Keep dividing the lists into two parts until there are only two left, then merge them back.
The time complexity would be:T(k) = 2 * T(k/2) + O(n*k)O(k^(log2)) = O(k) < O(n*k)
So T(k) = O(n * k * logk)
/**
* Definition for singly-linked list.
* function ListNode(val) {
* this.val = val;
* this.next = null;
* }
*/
/**
* @param {ListNode[]} lists
* @return {ListNode}
*/
var mergeKLists = function(lists) {
if (lists.length <= 0) {
return null
}
return mergeHelper(0, lists.length-1)
function mergeHelper(index1, index2) {
if (index1 === index2) {
return lists[index1]
}
let midIndex = Math.floor(index1 + (index2 - index1) / 2)
return mergeTwoLists(mergeHelper(index1, midIndex), mergeHelper(midIndex+1, index2))
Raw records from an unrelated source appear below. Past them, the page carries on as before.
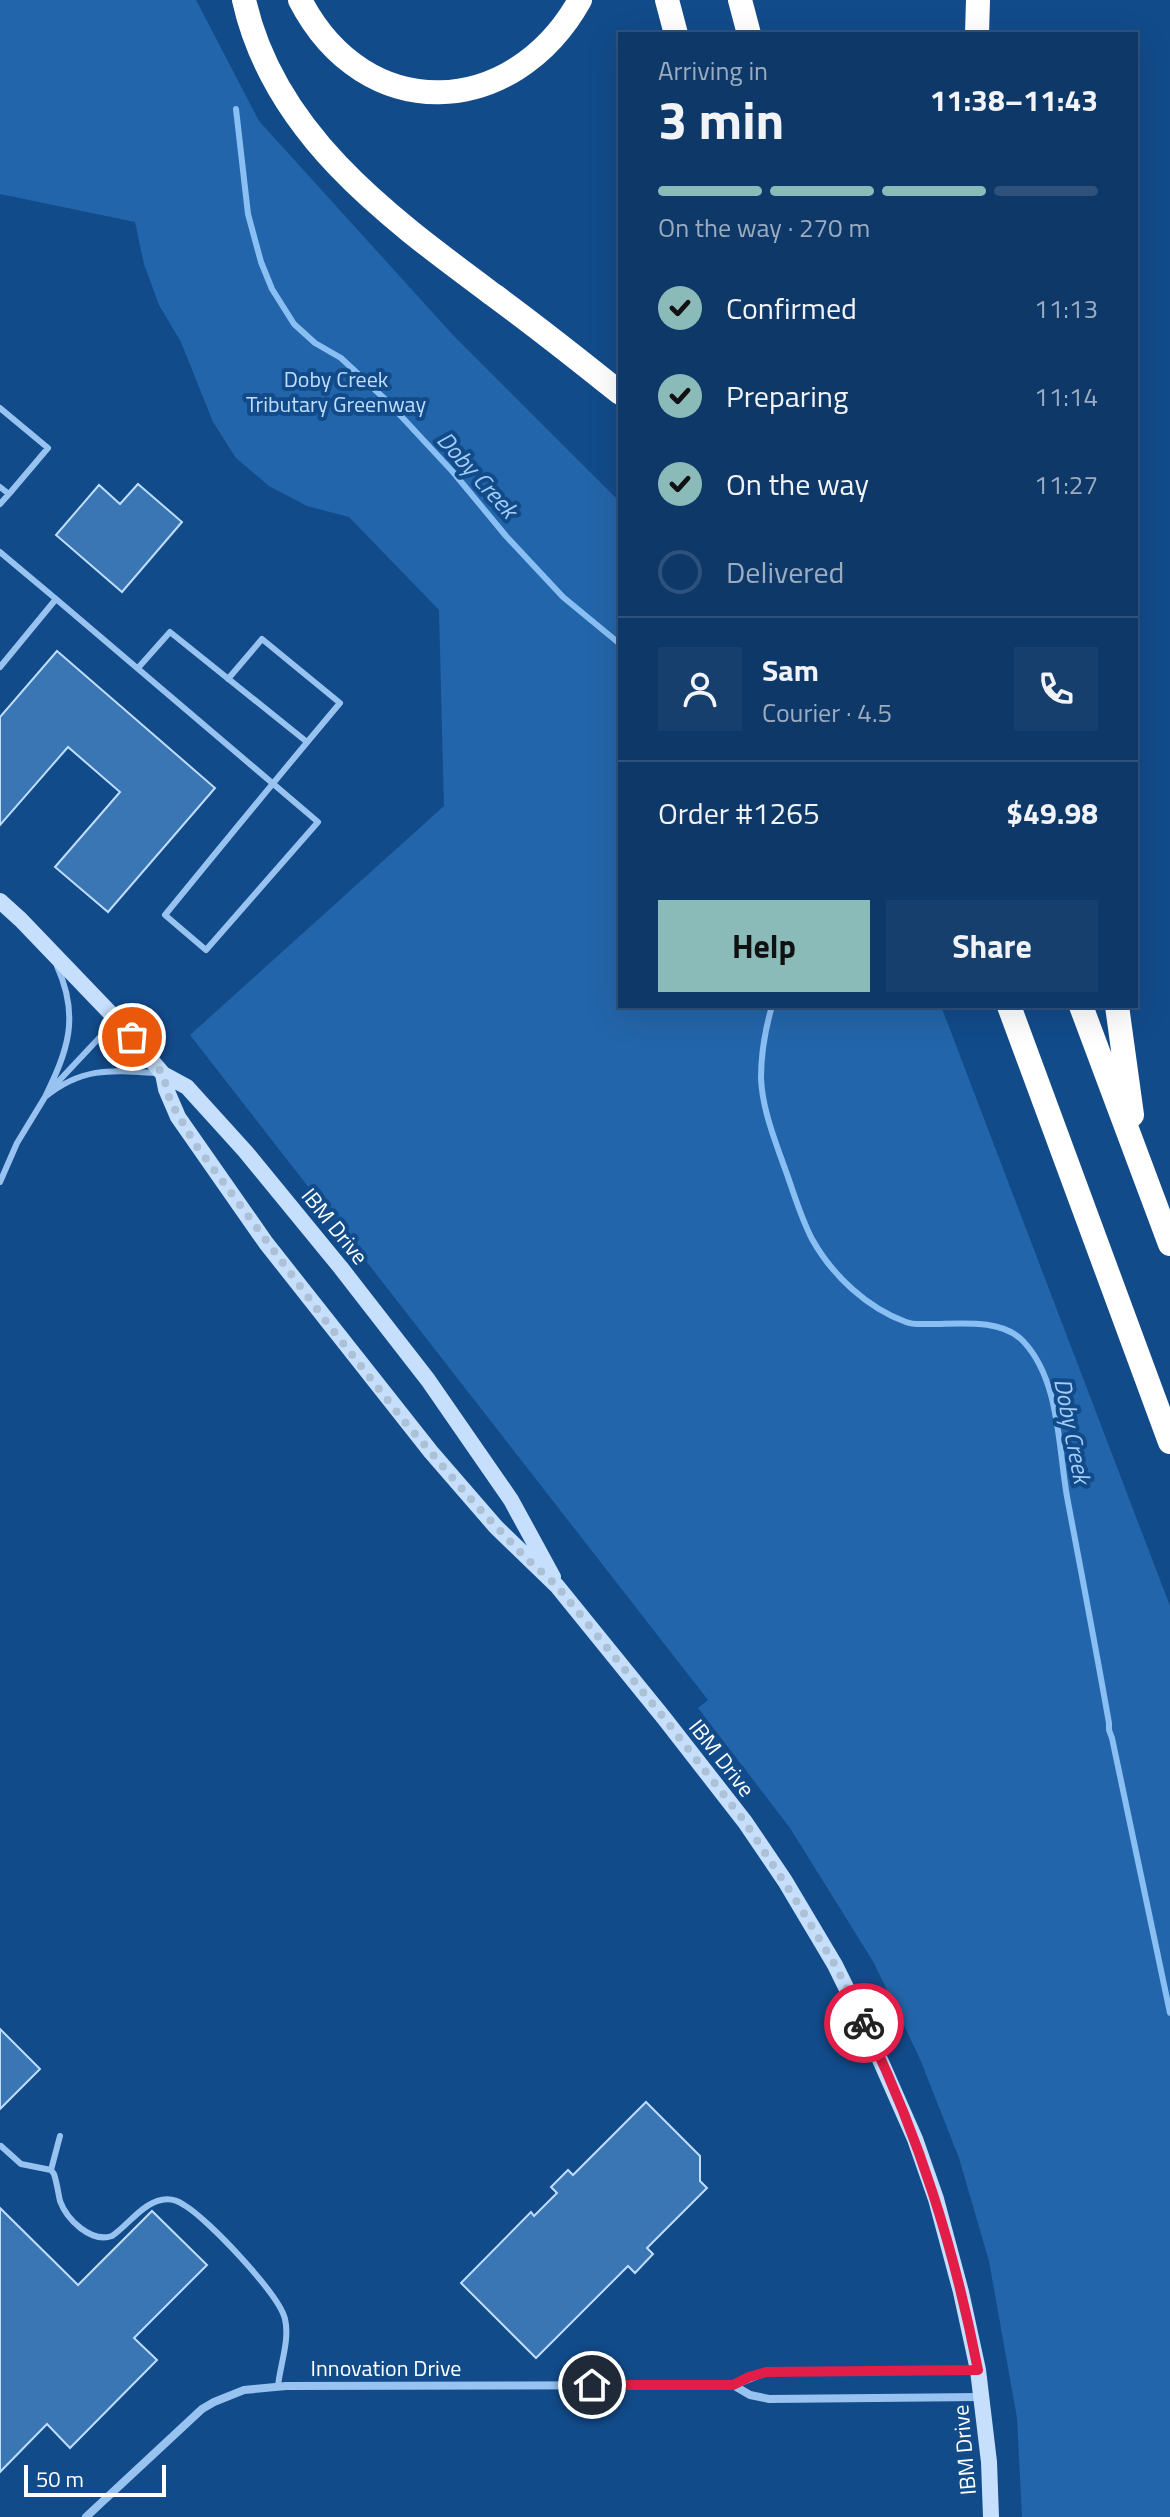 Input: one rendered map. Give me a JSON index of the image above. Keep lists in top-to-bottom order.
{
  "streets": {
    "street": ["IBM Drive", "Innovation Drive"]
  },
  "water": ["Doby Creek"],
  "parks": ["Doby Creek Tributary Greenway"],
  "scale_bar": "50 m",
  "page": {
    "heading": ["3 min", "Arriving in", "11:38–11:43"],
    "panel": [
      "Sam",
      "Courier · 4.5",
      "Order #1265",
      "$49.98"
    ],
    "bar": "On the way · 270 m",
    "list": [
      ["Confirmed", "11:13"],
      ["Preparing", "11:14"],
      ["On the way", "11:27"],
      "Delivered"
    ],
    "buttons": ["Help", "Share"],
    "scale": "50 m"
  }
} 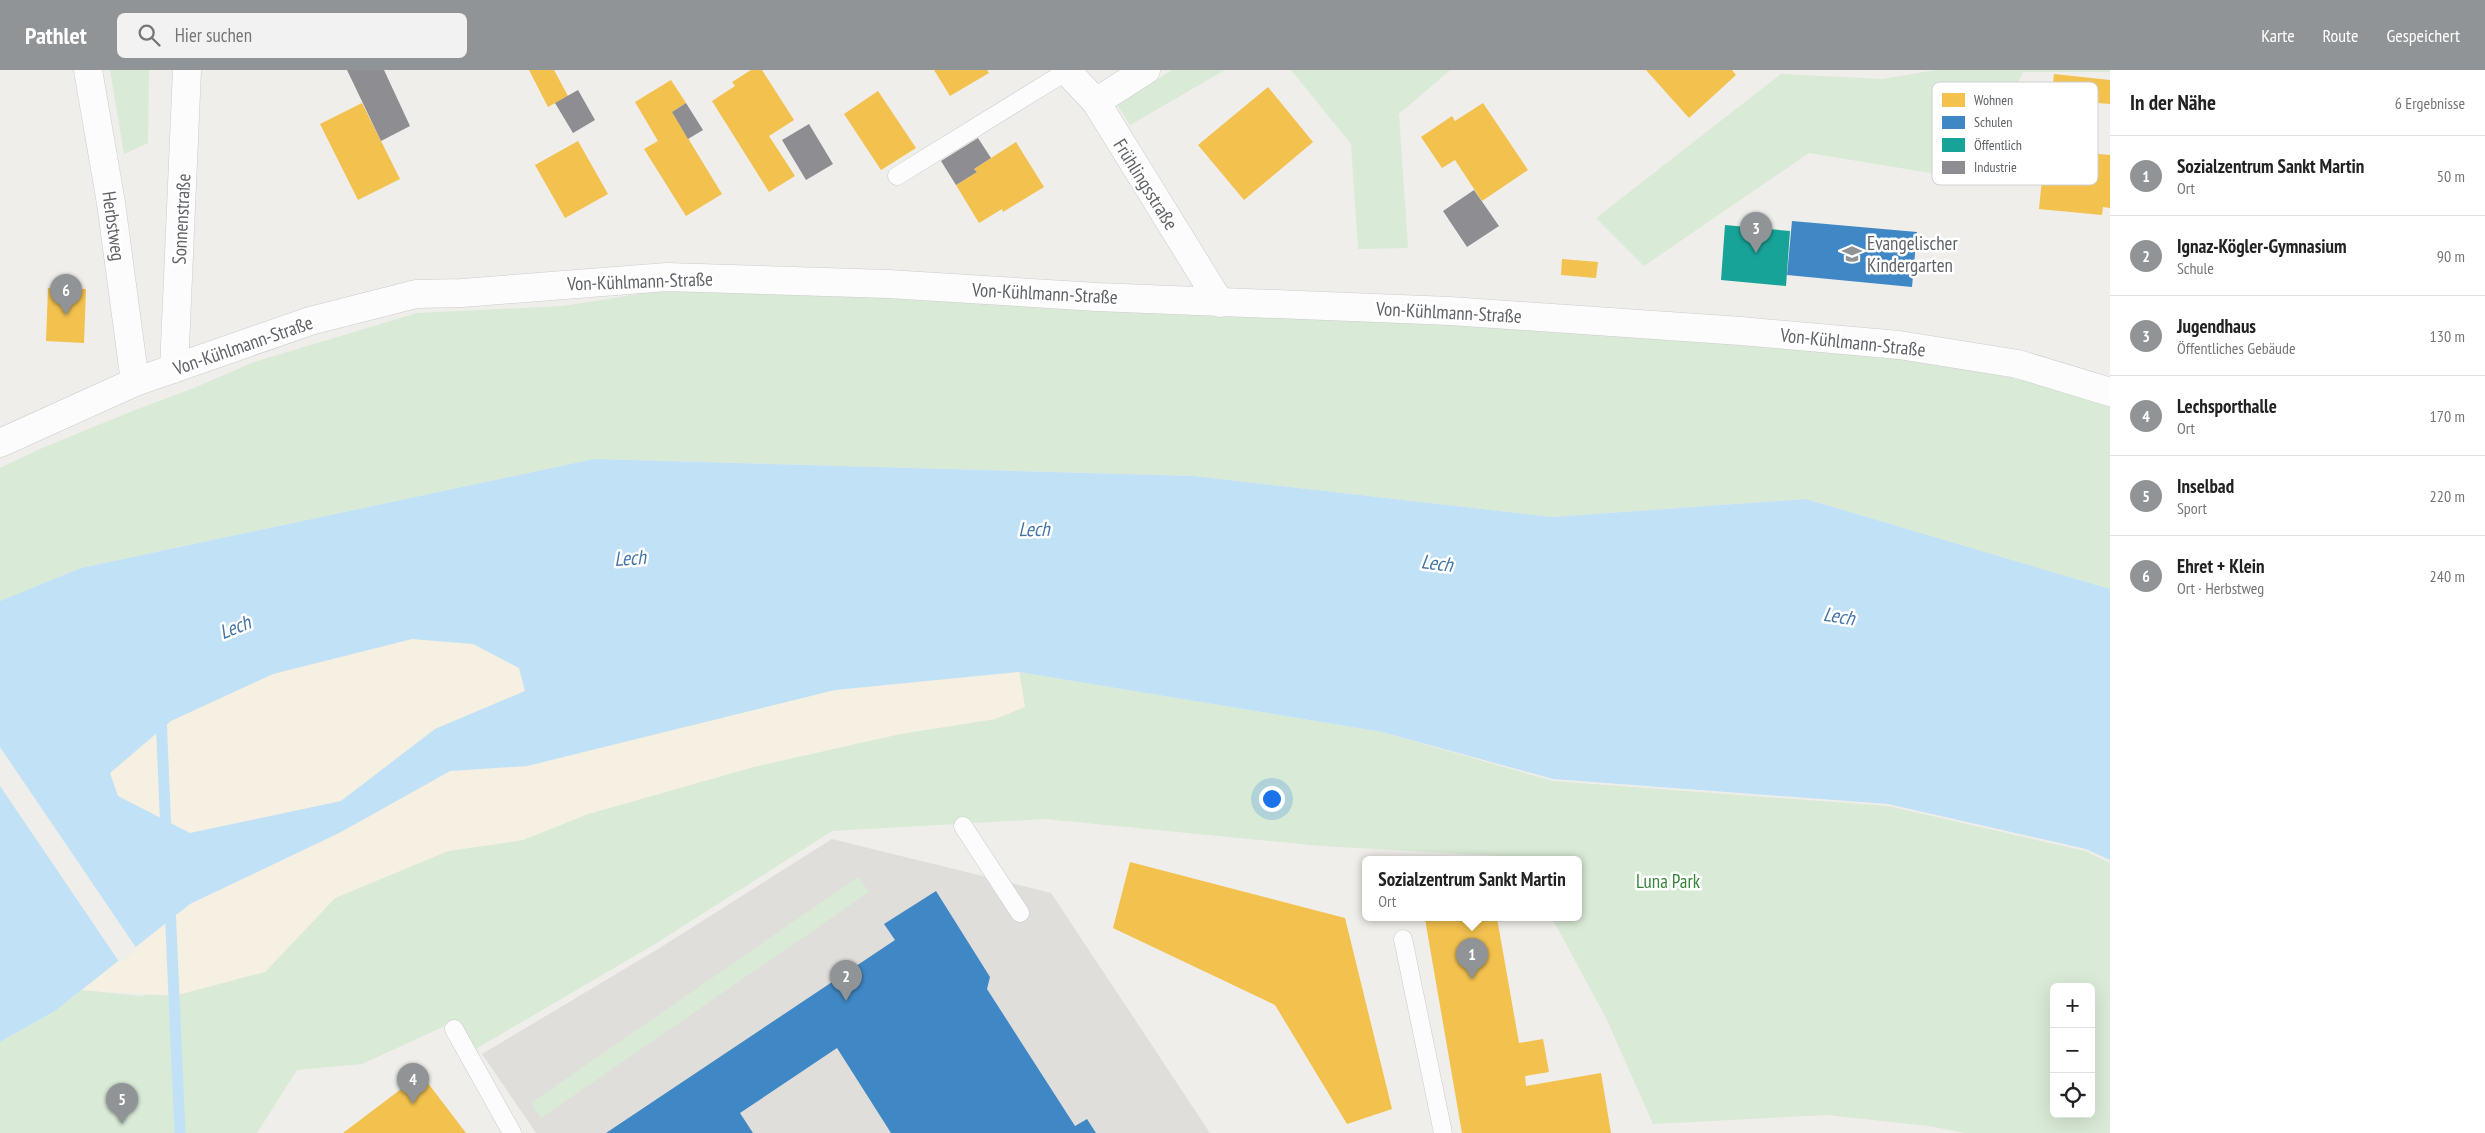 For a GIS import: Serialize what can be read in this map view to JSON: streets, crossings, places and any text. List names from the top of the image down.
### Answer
{
  "streets": {
    "street": [
      "Frühlingsstraße",
      "Sonnenstraße",
      "Herbstweg",
      "Von-Kühlmann-Straße"
    ]
  },
  "crossings": [
    ["Frühlingsstraße", "Von-Kühlmann-Straße"],
    ["Sonnenstraße", "Von-Kühlmann-Straße"],
    ["Herbstweg", "Von-Kühlmann-Straße"]
  ],
  "water": ["Lech"],
  "parks": ["Luna Park"],
  "places": {
    "school or university": ["Evangelischer Kindergarten"]
  },
  "legend": [
    "Wohnen",
    "Schulen",
    "Öffentlich",
    "Industrie"
  ],
  "page": {
    "header": "Pathlet",
    "search": "Hier suchen",
    "nav": ["Karte", "Route", "Gespeichert"],
    "heading": ["In der Nähe", "6 Ergebnisse"],
    "list": [
      {
        "mark": "1",
        "name": "Sozialzentrum Sankt Martin",
        "note": "Ort",
        "value": "50 m"
      },
      {
        "mark": "2",
        "name": "Ignaz-Kögler-Gymnasium",
        "note": "Schule",
        "value": "90 m"
      },
      {
        "mark": "3",
        "name": "Jugendhaus",
        "note": "Öffentliches Gebäude",
        "value": "130 m"
      },
      {
        "mark": "4",
        "name": "Lechsporthalle",
        "note": "Ort",
        "value": "170 m"
      },
      {
        "mark": "5",
        "name": "Inselbad",
        "note": "Sport",
        "value": "220 m"
      },
      {
        "mark": "6",
        "name": "Ehret + Klein",
        "note": "Ort · Herbstweg",
        "value": "240 m"
      }
    ],
    "pins": [
      "3",
      "6",
      "1",
      "2",
      "4",
      "5"
    ],
    "popup": ["Sozialzentrum Sankt Martin", "Ort"],
    "map_buttons": ["+", "−"]
  }
} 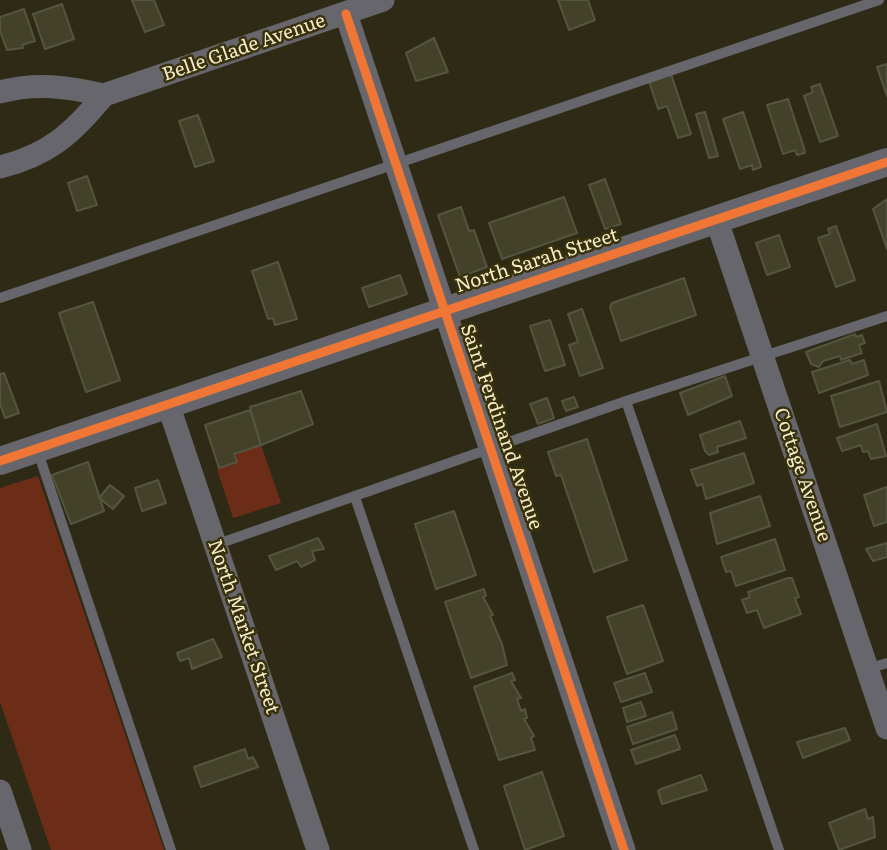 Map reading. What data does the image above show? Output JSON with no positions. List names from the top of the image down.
{
  "streets": {
    "street": [
      "Belle Glade Avenue",
      "North Sarah Street",
      "Saint Ferdinand Avenue",
      "Cottage Avenue",
      "North Market Street"
    ]
  },
  "crossings": [
    ["Belle Glade Avenue", "Saint Ferdinand Avenue"],
    ["North Sarah Street", "Saint Ferdinand Avenue"],
    ["North Sarah Street", "Cottage Avenue"],
    ["North Sarah Street", "North Market Street"]
  ]
} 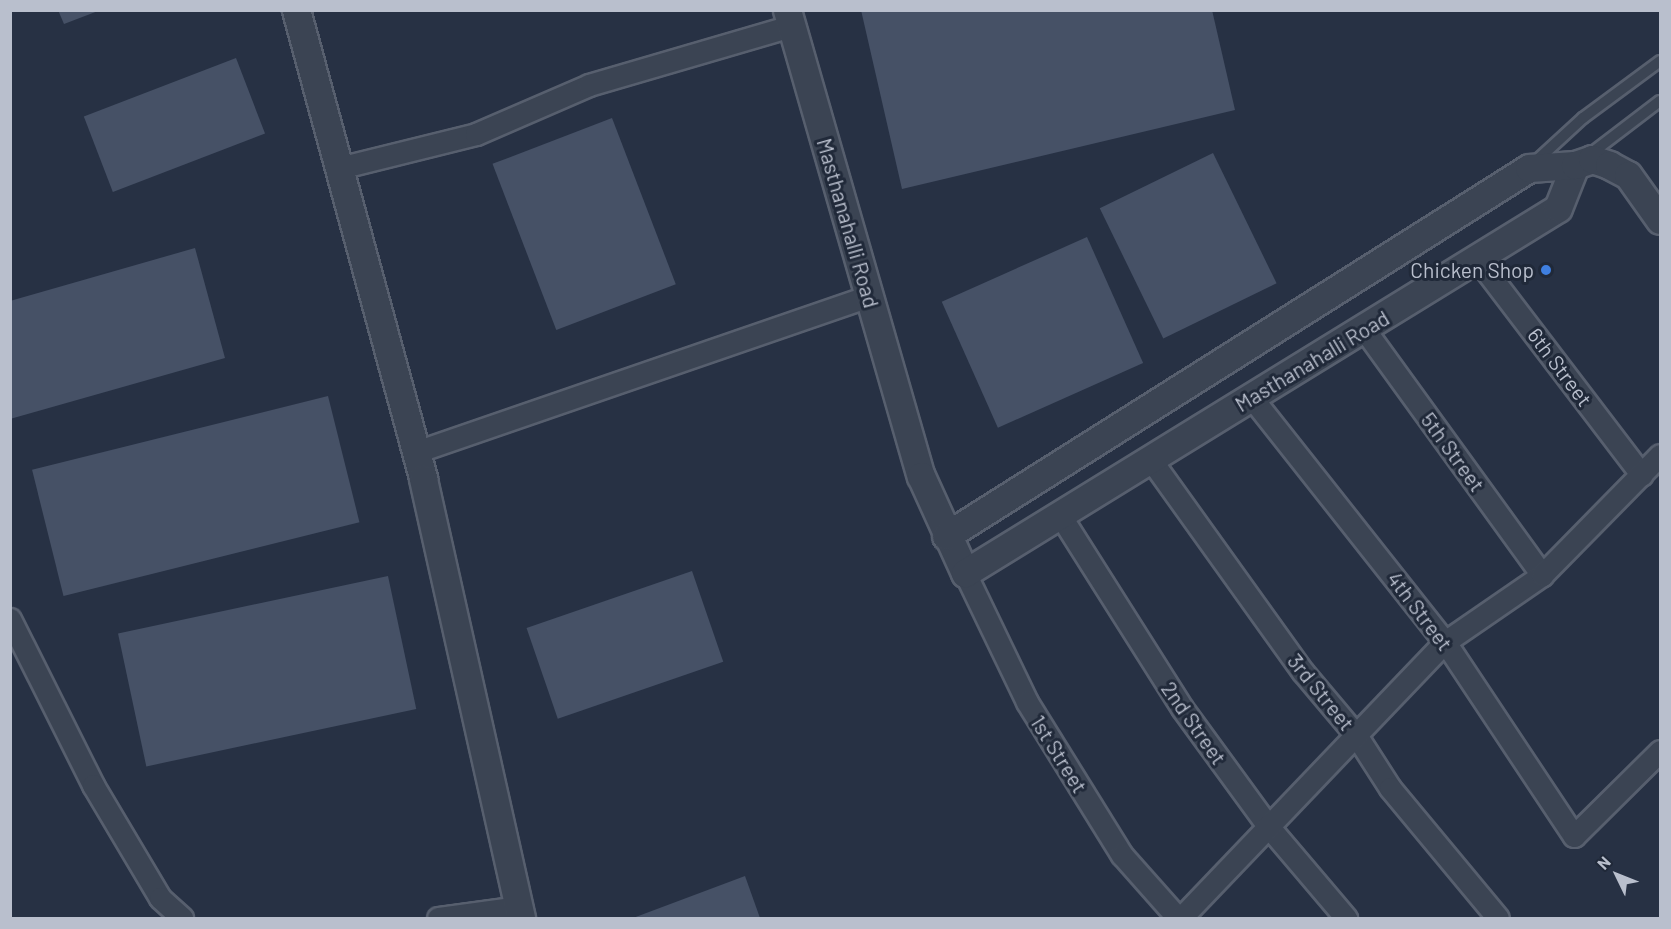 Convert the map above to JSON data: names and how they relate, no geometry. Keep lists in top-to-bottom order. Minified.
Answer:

function mergeTwoLists(list1, list2) {
let result = new ListNode(null)
let p = result
while(list1 || list2) {
let node = new ListNode(null)
if (!list1) {
node.val = list2.val
list2 = list2.next
} else if (!list2) {
node.val = list1.val
list1 = list1.next
} else {
if (list1.val < list2.val) {
node.val = list1.val
list1 = list1.next
} else {
node.val = list2.val
list2 = list2.next
}
}
p.next = node
p = p.next
}
if (result.next) {
return result.next
} else {
return null
}
}
}
};